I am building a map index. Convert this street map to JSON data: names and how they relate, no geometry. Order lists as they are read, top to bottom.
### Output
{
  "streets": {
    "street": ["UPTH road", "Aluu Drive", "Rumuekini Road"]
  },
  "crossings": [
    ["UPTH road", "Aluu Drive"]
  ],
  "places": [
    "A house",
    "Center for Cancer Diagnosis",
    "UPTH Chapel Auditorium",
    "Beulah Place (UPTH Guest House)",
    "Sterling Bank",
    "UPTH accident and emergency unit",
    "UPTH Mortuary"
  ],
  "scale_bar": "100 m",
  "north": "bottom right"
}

▶ [WHAT IS NEEDED] Could you repeat every record word for word?

▶ [TASK RESPONSE]
I am building a map index. Convert this street map to JSON data: names and how they relate, no geometry. Order lists as they are read, top to bottom.
### Output
{
  "streets": {
    "street": ["UPTH road", "Aluu Drive", "Rumuekini Road"]
  },
  "crossings": [
    ["UPTH road", "Aluu Drive"]
  ],
  "places": [
    "A house",
    "Center for Cancer Diagnosis",
    "UPTH Chapel Auditorium",
    "Beulah Place (UPTH Guest House)",
    "Sterling Bank",
    "UPTH accident and emergency unit",
    "UPTH Mortuary"
  ],
  "scale_bar": "100 m",
  "north": "bottom right"
}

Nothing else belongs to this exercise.